Seorang perempuan berusia 27 tahun memiliki berat badan 45 kg.

AMB = 14,7 BB+ 496 = (14,7 x 45) + 496

= 661,5 + 496 = 1.157,5 kkal.

c. Menghitung AMB dengan rumus Harris-Benedict (1918). Metode tersebut disebut juga sebagai REE (resting energy expenditure), yang menunjukkan jumlah energi untuk proses tubuh vital (AMB) ditambah sejumlah energi untuk aktivitas ringan dan pencernaan makanan. REE berlaku pada laki-laki usia lebih dari 10 tahun dan wanita semua umur.

AMB laki-laki = 66,4730 + (13,7516 x BB kg) + (5,0033 x TB cm) - (6,7550 x umur tahun)

AMB wanita = 655,0955 + (9,5634 x BB kg) + (1,8496 x TB cm) -(4,6756 x umur tahun)

d.
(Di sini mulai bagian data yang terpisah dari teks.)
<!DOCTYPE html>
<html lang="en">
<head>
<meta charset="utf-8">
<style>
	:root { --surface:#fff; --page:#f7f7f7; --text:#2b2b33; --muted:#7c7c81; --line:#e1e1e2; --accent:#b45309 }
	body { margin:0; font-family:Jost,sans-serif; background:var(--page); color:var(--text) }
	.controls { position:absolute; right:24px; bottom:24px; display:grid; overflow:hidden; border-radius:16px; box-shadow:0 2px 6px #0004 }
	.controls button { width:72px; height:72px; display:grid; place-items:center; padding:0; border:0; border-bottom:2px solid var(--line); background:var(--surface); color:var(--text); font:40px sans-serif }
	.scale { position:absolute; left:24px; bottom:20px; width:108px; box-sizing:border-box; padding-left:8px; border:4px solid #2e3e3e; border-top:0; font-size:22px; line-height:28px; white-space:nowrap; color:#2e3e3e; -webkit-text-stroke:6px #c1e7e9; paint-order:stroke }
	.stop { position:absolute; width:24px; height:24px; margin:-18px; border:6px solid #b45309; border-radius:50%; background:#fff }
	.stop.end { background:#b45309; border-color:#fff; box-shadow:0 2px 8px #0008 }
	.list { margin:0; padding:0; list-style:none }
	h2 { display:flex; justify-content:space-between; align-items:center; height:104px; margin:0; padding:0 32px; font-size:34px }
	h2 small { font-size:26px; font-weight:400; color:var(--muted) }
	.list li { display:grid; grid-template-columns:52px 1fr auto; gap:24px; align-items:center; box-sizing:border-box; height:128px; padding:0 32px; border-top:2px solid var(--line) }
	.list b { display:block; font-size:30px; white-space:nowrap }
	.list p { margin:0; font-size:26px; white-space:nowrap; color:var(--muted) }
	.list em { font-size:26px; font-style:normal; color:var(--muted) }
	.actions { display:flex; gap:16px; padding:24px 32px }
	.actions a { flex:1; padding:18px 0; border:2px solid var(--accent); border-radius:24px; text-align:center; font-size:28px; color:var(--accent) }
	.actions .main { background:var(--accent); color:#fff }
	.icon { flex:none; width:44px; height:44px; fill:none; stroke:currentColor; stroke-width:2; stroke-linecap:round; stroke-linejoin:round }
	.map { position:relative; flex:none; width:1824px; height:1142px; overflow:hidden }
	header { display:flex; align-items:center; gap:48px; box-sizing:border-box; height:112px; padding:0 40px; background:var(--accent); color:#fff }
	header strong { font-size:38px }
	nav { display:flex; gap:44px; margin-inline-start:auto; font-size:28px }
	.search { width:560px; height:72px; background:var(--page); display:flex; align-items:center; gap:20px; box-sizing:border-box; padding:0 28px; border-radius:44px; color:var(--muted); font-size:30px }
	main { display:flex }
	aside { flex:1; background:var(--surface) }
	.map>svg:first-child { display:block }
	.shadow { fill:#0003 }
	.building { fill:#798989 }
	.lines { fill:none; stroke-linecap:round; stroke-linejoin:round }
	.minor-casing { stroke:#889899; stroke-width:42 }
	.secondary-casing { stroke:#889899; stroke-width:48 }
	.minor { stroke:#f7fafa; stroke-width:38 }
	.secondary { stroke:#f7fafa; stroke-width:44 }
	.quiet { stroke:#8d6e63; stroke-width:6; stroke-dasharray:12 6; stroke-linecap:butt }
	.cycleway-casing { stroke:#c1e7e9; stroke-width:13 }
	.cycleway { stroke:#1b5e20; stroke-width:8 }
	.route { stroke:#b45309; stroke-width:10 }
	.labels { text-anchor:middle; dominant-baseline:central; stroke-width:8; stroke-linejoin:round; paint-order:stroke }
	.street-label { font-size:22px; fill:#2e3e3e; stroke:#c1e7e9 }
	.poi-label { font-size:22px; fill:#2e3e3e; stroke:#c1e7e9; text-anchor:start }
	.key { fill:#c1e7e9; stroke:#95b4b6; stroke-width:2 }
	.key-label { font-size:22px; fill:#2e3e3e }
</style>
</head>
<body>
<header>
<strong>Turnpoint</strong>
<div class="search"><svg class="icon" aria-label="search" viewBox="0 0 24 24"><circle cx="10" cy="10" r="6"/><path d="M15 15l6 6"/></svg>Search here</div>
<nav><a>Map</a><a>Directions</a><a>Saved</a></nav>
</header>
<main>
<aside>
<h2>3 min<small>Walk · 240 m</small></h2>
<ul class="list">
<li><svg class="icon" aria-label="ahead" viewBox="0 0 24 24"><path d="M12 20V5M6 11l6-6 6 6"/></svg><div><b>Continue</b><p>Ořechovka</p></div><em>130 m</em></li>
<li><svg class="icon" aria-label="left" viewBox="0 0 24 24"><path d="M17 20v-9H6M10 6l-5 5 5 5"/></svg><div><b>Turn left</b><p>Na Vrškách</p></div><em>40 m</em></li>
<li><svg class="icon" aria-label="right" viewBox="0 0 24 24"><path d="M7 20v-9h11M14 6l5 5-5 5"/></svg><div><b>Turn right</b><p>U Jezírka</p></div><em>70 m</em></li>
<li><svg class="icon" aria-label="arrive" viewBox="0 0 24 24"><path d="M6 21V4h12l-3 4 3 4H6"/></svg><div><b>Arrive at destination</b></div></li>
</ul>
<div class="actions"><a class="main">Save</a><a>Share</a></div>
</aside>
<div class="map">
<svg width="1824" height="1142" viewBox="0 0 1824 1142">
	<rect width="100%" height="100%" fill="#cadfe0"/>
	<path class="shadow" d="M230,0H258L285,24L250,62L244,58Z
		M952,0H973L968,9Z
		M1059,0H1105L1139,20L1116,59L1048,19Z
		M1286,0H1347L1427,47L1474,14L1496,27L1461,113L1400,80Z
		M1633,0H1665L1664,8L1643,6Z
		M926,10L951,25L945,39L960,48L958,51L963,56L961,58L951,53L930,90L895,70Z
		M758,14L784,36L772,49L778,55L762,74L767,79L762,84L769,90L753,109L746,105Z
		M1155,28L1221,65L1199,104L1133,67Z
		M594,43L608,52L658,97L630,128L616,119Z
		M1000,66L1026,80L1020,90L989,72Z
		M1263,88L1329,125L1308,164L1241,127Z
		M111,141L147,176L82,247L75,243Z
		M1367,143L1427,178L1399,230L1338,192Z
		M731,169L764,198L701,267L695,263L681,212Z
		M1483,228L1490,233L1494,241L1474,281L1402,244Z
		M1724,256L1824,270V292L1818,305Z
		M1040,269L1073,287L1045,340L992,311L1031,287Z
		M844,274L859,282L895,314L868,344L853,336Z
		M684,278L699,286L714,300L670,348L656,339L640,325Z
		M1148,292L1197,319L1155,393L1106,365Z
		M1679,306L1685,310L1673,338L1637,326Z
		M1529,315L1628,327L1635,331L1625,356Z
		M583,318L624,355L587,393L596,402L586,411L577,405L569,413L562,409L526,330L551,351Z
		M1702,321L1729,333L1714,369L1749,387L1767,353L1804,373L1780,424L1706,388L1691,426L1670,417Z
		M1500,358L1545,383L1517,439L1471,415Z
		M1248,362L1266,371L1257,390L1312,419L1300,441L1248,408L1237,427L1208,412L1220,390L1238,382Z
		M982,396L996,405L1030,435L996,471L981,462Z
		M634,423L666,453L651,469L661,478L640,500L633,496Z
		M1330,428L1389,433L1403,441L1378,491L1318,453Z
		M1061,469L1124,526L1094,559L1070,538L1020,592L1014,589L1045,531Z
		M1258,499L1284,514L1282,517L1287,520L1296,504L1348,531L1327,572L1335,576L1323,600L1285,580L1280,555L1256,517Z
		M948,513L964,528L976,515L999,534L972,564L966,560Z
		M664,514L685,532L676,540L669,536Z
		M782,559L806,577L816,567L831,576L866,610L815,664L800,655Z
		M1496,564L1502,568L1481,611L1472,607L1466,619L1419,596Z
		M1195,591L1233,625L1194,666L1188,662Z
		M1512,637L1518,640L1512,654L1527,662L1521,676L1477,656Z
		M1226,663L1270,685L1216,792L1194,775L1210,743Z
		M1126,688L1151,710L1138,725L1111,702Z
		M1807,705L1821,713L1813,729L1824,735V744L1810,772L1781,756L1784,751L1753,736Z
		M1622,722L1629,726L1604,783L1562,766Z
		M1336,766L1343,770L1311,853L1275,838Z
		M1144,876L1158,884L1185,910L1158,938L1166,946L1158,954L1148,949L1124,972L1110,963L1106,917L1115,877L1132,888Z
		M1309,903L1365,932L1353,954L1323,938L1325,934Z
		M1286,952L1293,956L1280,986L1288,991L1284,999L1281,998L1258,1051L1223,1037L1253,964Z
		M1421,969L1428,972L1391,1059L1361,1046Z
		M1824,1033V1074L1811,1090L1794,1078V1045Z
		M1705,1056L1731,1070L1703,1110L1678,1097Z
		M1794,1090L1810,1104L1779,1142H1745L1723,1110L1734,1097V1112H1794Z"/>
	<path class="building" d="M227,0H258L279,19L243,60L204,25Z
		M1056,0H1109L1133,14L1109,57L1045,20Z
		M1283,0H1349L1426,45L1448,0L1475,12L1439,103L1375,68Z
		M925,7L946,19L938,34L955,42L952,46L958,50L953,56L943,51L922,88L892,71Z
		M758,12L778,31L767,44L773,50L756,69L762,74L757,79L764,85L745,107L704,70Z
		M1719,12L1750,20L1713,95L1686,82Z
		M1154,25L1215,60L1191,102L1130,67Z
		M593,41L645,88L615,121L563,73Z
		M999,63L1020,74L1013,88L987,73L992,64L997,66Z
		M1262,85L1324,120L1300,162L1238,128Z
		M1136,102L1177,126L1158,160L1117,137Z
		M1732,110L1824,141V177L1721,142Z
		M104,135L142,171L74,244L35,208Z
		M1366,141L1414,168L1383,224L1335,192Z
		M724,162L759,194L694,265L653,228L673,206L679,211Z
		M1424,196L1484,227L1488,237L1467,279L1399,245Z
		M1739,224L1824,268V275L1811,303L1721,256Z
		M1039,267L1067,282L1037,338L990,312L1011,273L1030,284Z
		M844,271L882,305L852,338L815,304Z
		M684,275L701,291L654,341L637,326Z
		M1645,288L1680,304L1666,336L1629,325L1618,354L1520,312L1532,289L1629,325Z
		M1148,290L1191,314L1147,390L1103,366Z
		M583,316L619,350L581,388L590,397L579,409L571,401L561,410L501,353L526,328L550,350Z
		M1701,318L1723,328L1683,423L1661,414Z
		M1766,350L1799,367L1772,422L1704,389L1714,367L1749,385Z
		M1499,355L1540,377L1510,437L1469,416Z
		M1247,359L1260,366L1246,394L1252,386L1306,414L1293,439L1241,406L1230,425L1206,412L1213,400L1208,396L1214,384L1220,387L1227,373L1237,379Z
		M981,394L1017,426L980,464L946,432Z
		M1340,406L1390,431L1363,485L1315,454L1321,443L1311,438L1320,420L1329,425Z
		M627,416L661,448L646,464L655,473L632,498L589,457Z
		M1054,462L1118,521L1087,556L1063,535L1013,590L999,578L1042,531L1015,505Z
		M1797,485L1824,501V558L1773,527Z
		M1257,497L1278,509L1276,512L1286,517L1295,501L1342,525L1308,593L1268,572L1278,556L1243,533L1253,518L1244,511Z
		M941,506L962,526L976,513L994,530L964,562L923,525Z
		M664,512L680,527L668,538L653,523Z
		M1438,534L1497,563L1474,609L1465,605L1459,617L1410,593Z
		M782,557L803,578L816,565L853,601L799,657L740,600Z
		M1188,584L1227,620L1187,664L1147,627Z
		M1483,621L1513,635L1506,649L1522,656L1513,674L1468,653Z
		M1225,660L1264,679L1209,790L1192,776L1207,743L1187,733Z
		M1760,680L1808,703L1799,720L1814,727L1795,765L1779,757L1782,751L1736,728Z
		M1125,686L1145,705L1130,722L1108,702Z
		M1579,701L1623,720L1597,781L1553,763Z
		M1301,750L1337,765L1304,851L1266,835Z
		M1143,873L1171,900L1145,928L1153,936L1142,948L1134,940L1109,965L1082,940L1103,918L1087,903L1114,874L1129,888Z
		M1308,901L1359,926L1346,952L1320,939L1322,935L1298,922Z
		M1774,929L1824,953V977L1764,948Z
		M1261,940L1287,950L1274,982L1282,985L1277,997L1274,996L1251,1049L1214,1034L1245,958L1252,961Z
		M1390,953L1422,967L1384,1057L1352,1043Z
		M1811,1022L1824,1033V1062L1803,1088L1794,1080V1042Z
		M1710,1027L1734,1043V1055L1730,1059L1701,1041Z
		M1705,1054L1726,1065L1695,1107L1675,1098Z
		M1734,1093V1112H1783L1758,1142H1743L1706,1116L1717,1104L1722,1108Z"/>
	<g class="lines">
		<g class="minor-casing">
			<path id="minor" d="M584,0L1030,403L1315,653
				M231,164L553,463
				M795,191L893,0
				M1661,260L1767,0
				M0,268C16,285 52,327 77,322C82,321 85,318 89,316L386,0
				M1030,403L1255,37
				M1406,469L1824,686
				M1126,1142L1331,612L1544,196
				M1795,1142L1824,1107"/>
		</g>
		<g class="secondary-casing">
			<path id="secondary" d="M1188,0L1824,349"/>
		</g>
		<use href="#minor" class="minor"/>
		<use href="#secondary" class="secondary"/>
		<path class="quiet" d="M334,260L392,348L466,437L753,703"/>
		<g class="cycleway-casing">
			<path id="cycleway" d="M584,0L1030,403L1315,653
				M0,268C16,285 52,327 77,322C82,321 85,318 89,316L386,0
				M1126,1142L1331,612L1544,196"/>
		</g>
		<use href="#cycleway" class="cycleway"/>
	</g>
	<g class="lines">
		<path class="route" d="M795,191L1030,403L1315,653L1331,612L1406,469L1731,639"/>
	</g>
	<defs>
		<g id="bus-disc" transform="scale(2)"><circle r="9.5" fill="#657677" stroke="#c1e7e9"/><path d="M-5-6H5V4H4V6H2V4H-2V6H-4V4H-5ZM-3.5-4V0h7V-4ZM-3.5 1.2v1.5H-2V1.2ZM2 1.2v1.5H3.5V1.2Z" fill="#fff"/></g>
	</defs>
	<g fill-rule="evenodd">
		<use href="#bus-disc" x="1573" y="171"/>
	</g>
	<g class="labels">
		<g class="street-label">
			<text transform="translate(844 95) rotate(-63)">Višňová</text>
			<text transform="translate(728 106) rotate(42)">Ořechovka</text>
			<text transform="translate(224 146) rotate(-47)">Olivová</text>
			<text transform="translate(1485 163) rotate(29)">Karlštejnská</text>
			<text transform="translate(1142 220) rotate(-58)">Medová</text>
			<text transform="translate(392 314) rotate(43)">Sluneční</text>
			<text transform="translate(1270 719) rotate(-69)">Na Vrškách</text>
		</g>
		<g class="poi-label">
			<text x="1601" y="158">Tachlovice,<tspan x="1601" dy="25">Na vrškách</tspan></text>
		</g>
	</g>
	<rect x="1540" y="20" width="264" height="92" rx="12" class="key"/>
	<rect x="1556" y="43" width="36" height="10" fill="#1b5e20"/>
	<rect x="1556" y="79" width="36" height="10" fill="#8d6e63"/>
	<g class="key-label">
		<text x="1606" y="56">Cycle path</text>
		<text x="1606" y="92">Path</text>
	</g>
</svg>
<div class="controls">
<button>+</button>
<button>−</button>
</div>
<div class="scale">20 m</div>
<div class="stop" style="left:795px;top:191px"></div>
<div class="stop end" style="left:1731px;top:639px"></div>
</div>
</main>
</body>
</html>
Menghitung AMB dengan rumus Harris-Benedict yang telah direvisi oleh Roza dan Shizgal (1984).

AMB laki-laki = 88,362 + (13,397 x BB kg) + (4,799 x TB cm) - (5,677 x umur tahun)

AMB Wanita = 447,593 + (9,247 x BB kg) + (3,098 x TB cm) - (4,330 x umur tahun)



2. Total Energi


Total energi yang diperlukan tubuh dapat dihitung dari REE (menurut Harris-Benedict) dikalikan dengan faktor pembeda berdasarkan aktivitas dan jenis kelamin.



B. Keseimbangan Energi


Keseimbangan energi seseorang dapat dicapai jika makanan dikonsumsi dapat menghasilkan energi dalam jumlah yang sama dengan energi yang dikeluarkan. Keseimbangan energi dapat ditentukan oleh berat badan ideal dan indeks massa tubuh (IMT) atau body mass index (BMI).


1. Penentuan Berat Badan Ideal

Penentuan berat badan ideal dengan rumus standar Broca adalah sebagai berikut.

BB ideal (kg) = (TB (cm) - 100) 10% (TB (cm) 100)

Contoh:

Seseorang yang memiliki tinggi badan 160 memiliki berat badan ideal = (160 - 100) 10% (160 - 100) = 60 - 6 = 54 kg.

2. Penentuan Indeks Massa Tubuh (IMT)

IMT ditentukan oleh pengukuran berat badan dan tinggi badan dengan rumus sebagai berikut.

IMT = Berat badan (kg)/(Tinggi badan)² (m)

Contoh:

Seseorang memiliki berat badan 80 kg dan tinggi badan 160 cm (1.6 m).

IMT - 80/1,6 = 80/2,56 = 31,25

IMT 31,25 (gemuk, kategori kelebihan berat badan tingkat berat).